LAVIE: High-Quality Video Generation with Cascaded Latent Diffusion Models (2309.15103v2)

Published 26 Sep 2023 in cs.CV

Abstract: This work aims to learn a high-quality text-to-video (T2V) generative model by leveraging a pre-trained text-to-image (T2I) model as a basis. It is a highly desirable yet challenging task to simultaneously a) accomplish the synthesis of visually realistic and temporally coherent videos while b) preserving the strong creative generation nature of the pre-trained T2I model. To this end, we propose LaVie, an integrated video generation framework that operates on cascaded video latent diffusion models, comprising a base T2V model, a temporal interpolation model, and a video super-resolution model. Our key insights are two-fold: 1) We reveal that the incorporation of simple temporal self-attentions, coupled with rotary positional encoding, adequately captures the temporal correlations inherent in video data. 2) Additionally, we validate that the process of joint image-video fine-tuning plays a pivotal role in producing high-quality and creative outcomes. To enhance the performance of LaVie, we contribute a comprehensive and diverse video dataset named Vimeo25M, consisting of 25 million text-video pairs that prioritize quality, diversity, and aesthetic appeal. Extensive experiments demonstrate that LaVie achieves state-of-the-art performance both quantitatively and qualitatively. Furthermore, we showcase the versatility of pre-trained LaVie models in various long video generation and personalized video synthesis applications.

PDF Abstract

LAVIE: High-Quality Video Generation with Cascaded Latent Diffusion Models

The paper "LAVIE: High-Quality Video Generation with Cascaded Latent Diffusion Models" addresses a prominent challenge in the field of generative models by advancing text-to-video (T2V) generation capabilities using a novel framework called LaVie. This framework enhances the synthesis of visually realistic and temporally coherent videos by leveraging pre-trained text-to-image (T2I) models while maintaining creative generative prowess.

Core Contributions

The authors propose a comprehensive video generation framework that operates through cascaded latent diffusion models, consisting of a base T2V model, a temporal interpolation model, and a video super-resolution model. This design aims to mitigate the complexities of training T2V systems from scratch, which often require vast computational resources to capture spatio-temporal joint distributions effectively.

There are two primary insights emphasized:

Temporal Correlation Capture: Utilizing simple temporal self-attentions combined with rotary positional encoding (RoPE) is effective in capturing the temporal correlations inherent in video data.

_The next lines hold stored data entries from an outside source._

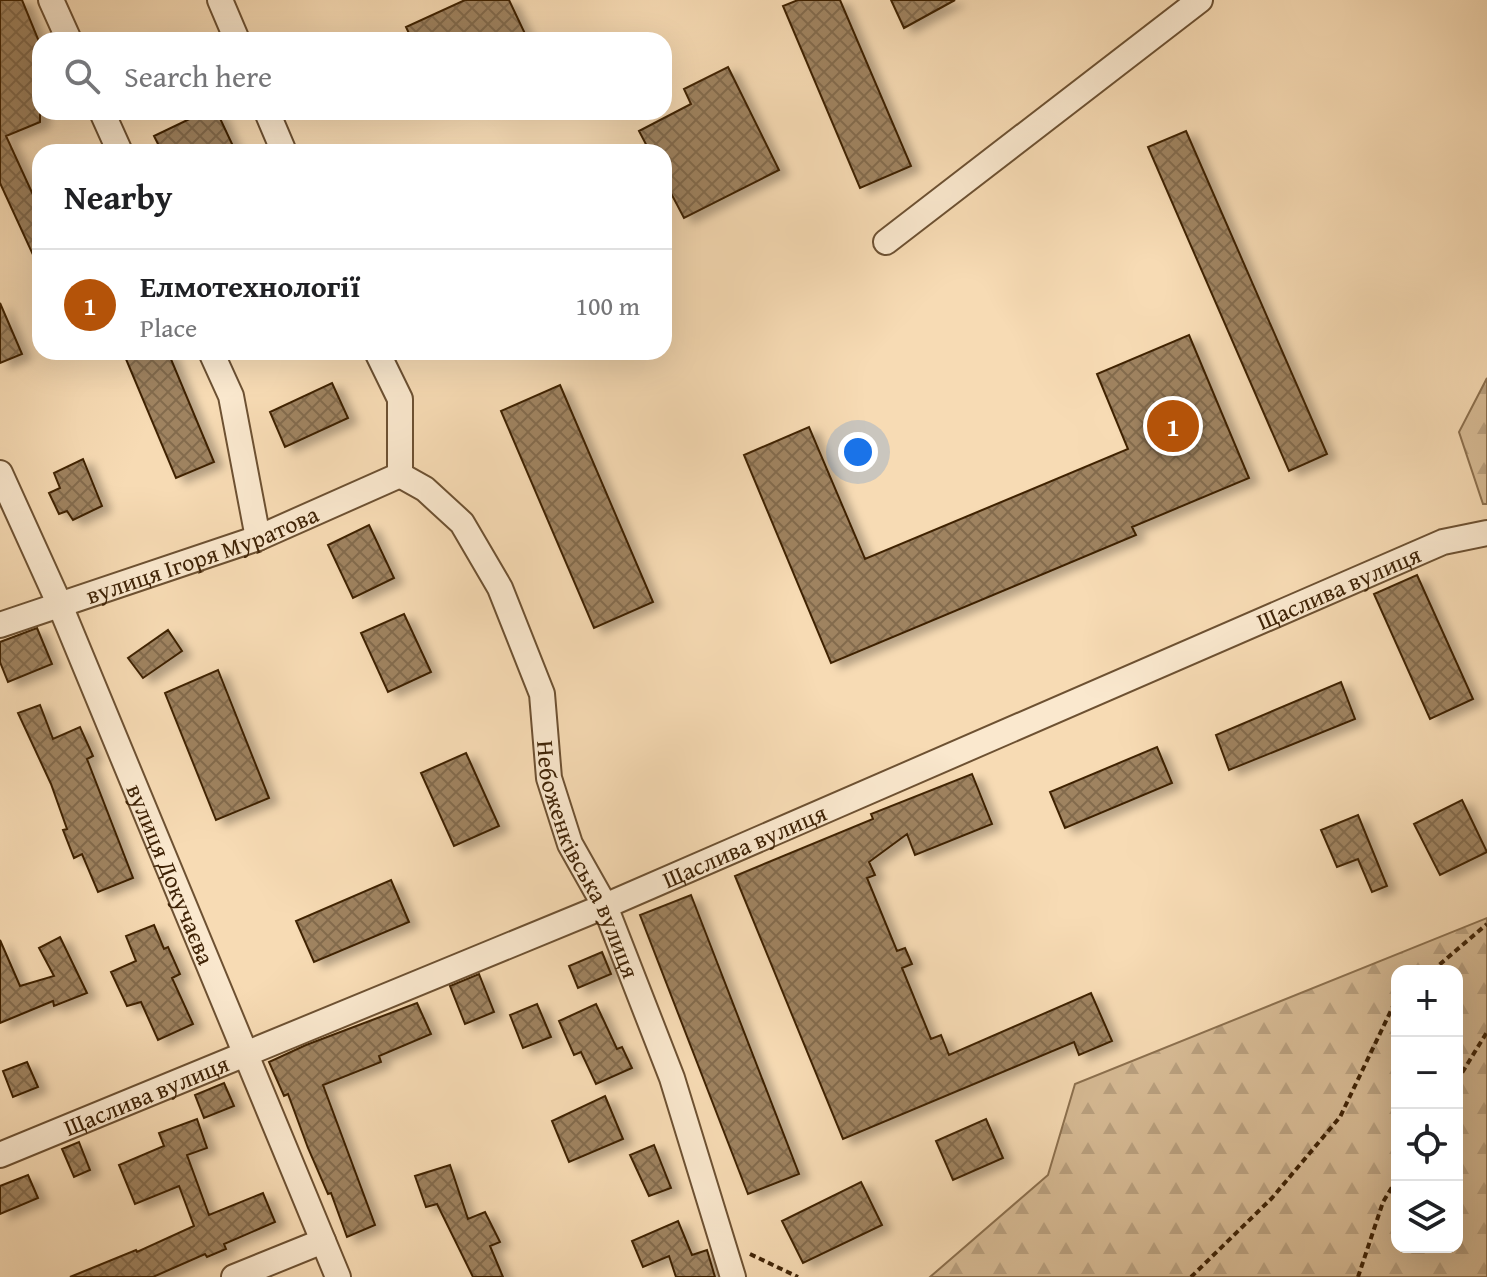 <!DOCTYPE html>
<html lang="en">
<head>
<meta charset="utf-8">
<style>
  :root { --surface:#fff; --page:#f6f6f6; --text:#202124; --muted:#757577; --line:#e0e0e0; --accent:#b45309 }
  body { margin:0; font-family:"Gentium Book Plus",serif; background:var(--page); color:var(--text) }
  .controls { position:absolute; right:24px; bottom:24px; display:grid; overflow:hidden; border-radius:16px; box-shadow:0 8px 32px #0002 }
  .controls button { width:72px; height:72px; display:grid; place-items:center; padding:0; border:0; border-bottom:2px solid var(--line); background:var(--surface); color:var(--text); font:40px sans-serif }
  .you { position:absolute; left:858px; top:452px; width:28px; height:28px; margin:-20px; border:6px solid #fff; border-radius:50%; background:#1a73e8; box-shadow:0 0 0 12px #1a73e833 }
  .badge { display:grid; place-items:center; width:52px; height:52px; border-radius:50%; background:var(--accent); color:#fff; font-size:26px; font-weight:700 }
  .pin { position:absolute; translate:-50% -50%; border:4px solid #fff; box-shadow:0 2px 8px #0006 }
  .list { margin:0; padding:0; list-style:none }
  h2 { display:flex; justify-content:space-between; align-items:center; height:104px; margin:0; padding:0 32px; font-size:34px }
  h2 small { font-size:26px; font-weight:400; color:var(--muted) }
  .list li { display:grid; grid-template-columns:52px 1fr auto; gap:24px; align-items:center; box-sizing:border-box; height:112px; padding:0 32px; border-top:2px solid var(--line) }
  .list b { display:block; font-size:30px; white-space:nowrap }
  .list p { margin:0; font-size:26px; white-space:nowrap; color:var(--muted) }
  .list em { font-size:26px; font-style:normal; color:var(--muted) }
  .icon { flex:none; width:44px; height:44px; fill:none; stroke:currentColor; stroke-width:2; stroke-linecap:round; stroke-linejoin:round }
  .map { position:relative; flex:none; width:1487px; height:1277px; overflow:hidden }
  .search { position:absolute; background:var(--surface); box-shadow:0 8px 32px #0002; left:32px; top:32px; width:640px; height:88px; display:flex; align-items:center; gap:20px; box-sizing:border-box; padding:0 28px; border-radius:24px; color:var(--muted); font-size:30px }
  .panel { position:absolute; background:var(--surface); box-shadow:0 8px 32px #0002; left:32px; top:144px; width:640px; height:216px; border-radius:24px }
  .map>svg:first-child { display:block }
  .forest { fill:url(#forest-firs); stroke:#8c704e; stroke-width:2; fill-rule:evenodd }
  .building { fill:url(#building-cross-hatch); stroke:#3f2306; stroke-width:2; filter:url(#shadow) }
  .lines { fill:none; stroke-linecap:round; stroke-linejoin:round }
  .minor-casing { stroke:#6d5132; stroke-width:28 }
  .path { stroke:#3f2306; stroke-width:4; stroke-dasharray:6 4; stroke-linecap:butt }
  .minor { stroke:#fae8ce; stroke-width:24 }
  .labels { text-anchor:middle; dominant-baseline:central; stroke-width:6; stroke-linejoin:round; paint-order:stroke }
  .street-label { font-size:24px; fill:#3f2306; stroke:#fae8ce }
</style>
</head>
<body>
<div class="map">
<svg width="1487" height="1277" viewBox="0 0 1487 1277">
  <defs>
    <pattern id="forest-firs" width="22" height="20" patternUnits="userSpaceOnUse" patternTransform="scale(2)"><rect width="22" height="20" fill="#d8bc96"/><path d="M5 1l3.5 6h-7zM16 11l3.5 6h-7z" fill="#baa180"/></pattern>
    <pattern id="building-cross-hatch" width="8" height="8" patternUnits="userSpaceOnUse" patternTransform="scale(2)"><rect width="8" height="8" fill="#9f8360"/><path d="M0 0l8 8M0 8l8-8" fill="none" stroke="#836b4d"/></pattern>
    <filter id="shadow"><feDropShadow dx="9" dy="5" stdDeviation="4" flood-color="#0004"/></filter>
  </defs>
  <rect width="100%" height="100%" fill="#f7dbb4"/>
  <filter id="stains"><feTurbulence type="fractalNoise" baseFrequency=".0025" numOctaves="4"/><feColorMatrix values="0 0 0 0 .2 0 0 0 0 .09 0 0 0 0 .02 0 0 0 .5 -.17"/></filter>
  <radialGradient id="worn" r=".72"><stop offset=".6" stop-color="#630" stop-opacity="0"/><stop offset="1" stop-color="#630" stop-opacity=".3"/></radialGradient>
  <path class="forest" d="M 1487,378 L 1487,504 L 1483,504 L 1459,432 Z
    M 1487,918 L 1487,1277 L 930,1277 L 1048,1175 L 1075,1084 ZM 1397,971 L 1457,971 L 1457,1247 L 1397,1247 Z"/>
  <path class="building" d="M 0,0 L 22,0 L 40,44 L 40,122 L 6,136 L 40,210 L 40,270 L 0,183 Z
    M 465,0 L 509,0 L 528,40 L 412,40 L 406,27 Z
    M 798,0 L 840,0 L 911,166 L 860,188 L 783,6 Z
    M 891,0 L 955,0 L 904,28 Z
    M 728,67 L 779,170 L 684,218 L 664,180 L 664,152 L 650,152 L 639,131 L 691,104 L 684,89 Z
    M 204,112 L 217,112 L 233,146 L 219,152 L 162,152 L 154,136 Z
    M 1186,131 L 1327,454 L 1289,471 L 1148,147 Z
    M 0,303 L 22,354 L 0,363 Z
    M 1189,335 L 1249,478 L 1132,527 L 1136,535 L 831,663 L 744,455 L 809,427 L 865,559 L 1128,449 L 1097,374 Z
    M 123,352 L 168,352 L 214,462 L 176,478 Z
    M 332,383 L 348,418 L 285,447 L 270,412 Z
    M 560,385 L 653,602 L 594,628 L 501,411 Z
    M 83,459 L 102,506 L 73,520 L 67,511 L 59,514 L 49,493 L 60,488 L 54,473 Z
    M 369,525 L 394,578 L 353,598 L 328,545 Z
    M 1417,575 L 1473,699 L 1430,719 L 1374,594 Z
    M 404,614 L 431,672 L 388,692 L 361,633 Z
    M 37,628 L 52,664 L 8,682 L 0,662 L 0,642 Z
    M 168,630 L 182,651 L 143,678 L 128,658 Z
    M 218,670 L 269,798 L 216,820 L 165,693 Z
    M 1341,682 L 1355,719 L 1229,770 L 1216,735 Z
    M 40,705 L 53,739 L 80,727 L 93,756 L 87,759 L 133,878 L 98,892 L 82,854 L 74,858 L 63,830 L 67,829 L 51,784 L 18,713 Z
    M 1157,747 L 1172,783 L 1065,828 L 1050,792 Z
    M 466,753 L 499,826 L 454,846 L 421,773 Z
    M 972,774 L 992,824 L 915,855 L 907,834 L 869,862 L 875,875 L 867,878 L 897,951 L 905,948 L 912,964 L 902,968 L 931,1039 L 941,1035 L 949,1055 L 1091,993 L 1112,1041 L 1079,1055 L 1074,1042 L 843,1139 L 735,876 L 873,819 L 871,814 Z
    M 1462,800 L 1487,852 L 1440,875 L 1414,824 Z
    M 1358,815 L 1387,886 L 1372,892 L 1358,859 L 1337,867 L 1321,830 Z
    M 391,880 L 409,922 L 314,962 L 296,921 Z
    M 691,895 L 799,1174 L 748,1194 L 640,915 Z
    M 154,925 L 164,949 L 168,947 L 180,974 L 172,978 L 193,1024 L 158,1040 L 141,1002 L 127,1006 L 111,972 L 136,961 L 126,936 Z
    M 60,937 L 87,993 L 54,1006 L 53,1001 L 0,1023 L 0,940 L 20,986 L 54,976 L 39,948 Z
    M 602,952 L 611,974 L 578,988 L 569,966 Z
    M 479,974 L 494,1012 L 465,1024 L 450,986 Z
    M 417,1003 L 431,1034 L 379,1056 L 381,1062 L 323,1085 L 375,1225 L 347,1237 L 331,1193 L 328,1194 L 308,1148 L 288,1094 L 284,1096 L 269,1062 L 306,1045 Z
    M 537,1004 L 551,1037 L 523,1048 L 510,1015 Z
    M 596,1004 L 617,1049 L 622,1047 L 632,1068 L 596,1084 L 581,1052 L 574,1055 L 559,1021 Z
    M 27,1062 L 38,1087 L 13,1097 L 3,1071 Z
    M 224,1083 L 234,1106 L 204,1118 L 195,1095 Z
    M 605,1096 L 623,1139 L 569,1162 L 552,1121 Z
    M 197,1119 L 207,1148 L 187,1155 L 209,1215 L 263,1193 L 275,1222 L 224,1244 L 226,1249 L 207,1257 L 205,1254 L 153,1277 L 70,1277 L 136,1250 L 137,1252 L 194,1226 L 179,1186 L 135,1204 L 119,1165 L 164,1146 L 159,1133 Z
    M 986,1119 L 1003,1158 L 953,1180 L 936,1141 Z
    M 79,1142 L 90,1170 L 74,1177 L 62,1149 Z
    M 654,1145 L 671,1188 L 649,1196 L 630,1155 Z
    M 450,1165 L 468,1219 L 485,1212 L 500,1242 L 490,1246 L 503,1277 L 473,1277 L 437,1204 L 426,1207 L 415,1176 Z
    M 28,1175 L 38,1198 L 0,1214 L 0,1186 Z
    M 861,1182 L 882,1225 L 803,1263 L 782,1221 Z
    M 678,1221 L 692,1255 L 707,1250 L 715,1277 L 676,1277 L 669,1256 L 643,1267 L 632,1241 Z"/>
  <g class="lines">
    <g class="minor-casing">
      <g id="minor">
        <path d="M 51,0 L 69,40"/>
        <path d="M 220,0 L 237,40"/>
        <path d="M 102,112 L 120,152"/>
        <path d="M 267,112 L 284,152"/>
        <path d="M 886,242 L 1200,0"/>
        <path d="M 211,352 L 231,396 L 258,538"/>
        <path d="M 377,352 L 400,399 L 400,475"/>
        <path id="s1" d="M 0,473 L 59,603 L 338,1277"/>
        <path id="s2" d="M 400,475 L 425,489 L 462,523 L 500,588 L 542,694 L 549,778 L 570,844 L 605,906 L 672,1078 L 733,1277"/>
        <path id="s3" d="M 0,625 L 258,538 L 400,475"/>
        <path id="s4" d="M 0,1155 L 605,906 L 1443,542 L 1487,533"/>
        <path d="M 234,1277 L 323,1241"/>
      </g>
    </g>
    <path class="path" d="M 1432,971 L 1487,924
      M 1457,1081 L 1487,1032
      M 750,1254 L 798,1277
      M 1191,1277 L 1272,1198 L 1340,1117 L 1397,998
      M 1358,1277 L 1383,1202 L 1397,1179"/>
    <use href="#minor" class="minor"/>
  </g>
  <g class="labels">
    <g class="street-label">
      <text stroke="none"><textPath href="#s3" startOffset="214">вулиця Ігоря Муратова</textPath></text>
      <text stroke="none"><textPath href="#s4" startOffset="1454">Щаслива вулиця</textPath></text>
      <text stroke="none"><textPath href="#s4" startOffset="806">Щаслива вулиця</textPath></text>
      <text stroke="none"><textPath href="#s2" startOffset="442">Небоженківська вулиця</textPath></text>
      <text stroke="none"><textPath href="#s1" startOffset="436">вулиця Докучаєва</textPath></text>
      <text stroke="none"><textPath href="#s4" startOffset="158">Щаслива вулиця</textPath></text>
    </g>
  </g>
  <rect width="100%" height="100%" filter="url(#stains)"/>
  <rect width="100%" height="100%" fill="url(#worn)"/>
</svg>
<div class="controls">
<button>+</button>
<button>−</button>
<button><svg class="icon" aria-label="locate" viewBox="0 0 24 24"><circle cx="12" cy="12" r="6"/><path d="M12 2v4M12 18v4M2 12h4M18 12h4"/></svg></button>
<button><svg class="icon" aria-label="layers" viewBox="0 0 24 24"><path d="M12 4l9 5-9 5-9-5zM3 14l9 5 9-5"/></svg></button>
</div>
<div class="you"></div>
<div class="pin badge" style="left:1173px;top:426px">1</div>
<div class="search"><svg class="icon" aria-label="search" viewBox="0 0 24 24"><circle cx="10" cy="10" r="6"/><path d="M15 15l6 6"/></svg>Search here</div>
<section class="panel">
<h2>Nearby<small></small></h2>
<ul class="list">
<li><span class="badge">1</span><div><b>Елмотехнології</b><p>Place</p></div><em>100 m</em></li>
</ul>
</section>
</div>
</body>
</html>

This approach demonstrates efficiency and effectiveness without the need for significantly complicated architecture changes.
Joint Image-Video Fine-Tuning: The process of jointly fine-tuning images and videos is pivotal in generating high-quality and creative video outcomes. This method prevents the model from catastrophic forgetting and enhances concept mixing, effectively transferring large-scale knowledge from images to videos.

Dataset Contributions

To bolster the effectiveness of LaVie, the authors introduce Vimeo25M, a diverse dataset containing 25 million high-resolution text-video pairs that are meticulously curated for quality, diversity, and aesthetic sophistication. This dataset represents a significant improvement over prior datasets like WebVid10M in resolution and aesthetic scores.

Experimental Results

Experimental evaluations demonstrate that LaVie achieves state-of-the-art performance in T2V generation both quantitatively (with metric-based evaluations) and qualitatively (through visual comparisons with existing models such as Make-A-Video and VideoLDM). The fidelity of video quality and temporal coherence of the generated samples are notable.

The paper also describes versatile applications of LaVie models in creating longer video sequences and personalized video generation scenarios. These results highlight LaVie's ability to adapt and scale based on generative requirements and personalizations.

Limitations and Future Direction

While LaVie marks a significant stride in T2V generation, limitations are also acknowledged. The capability to generate multiple subjects and refine human-like details such as hands requires further research. Future work entails advancement in the synthesis of longer, more complex videos with high cinematic quality, guided by intricate textual descriptions.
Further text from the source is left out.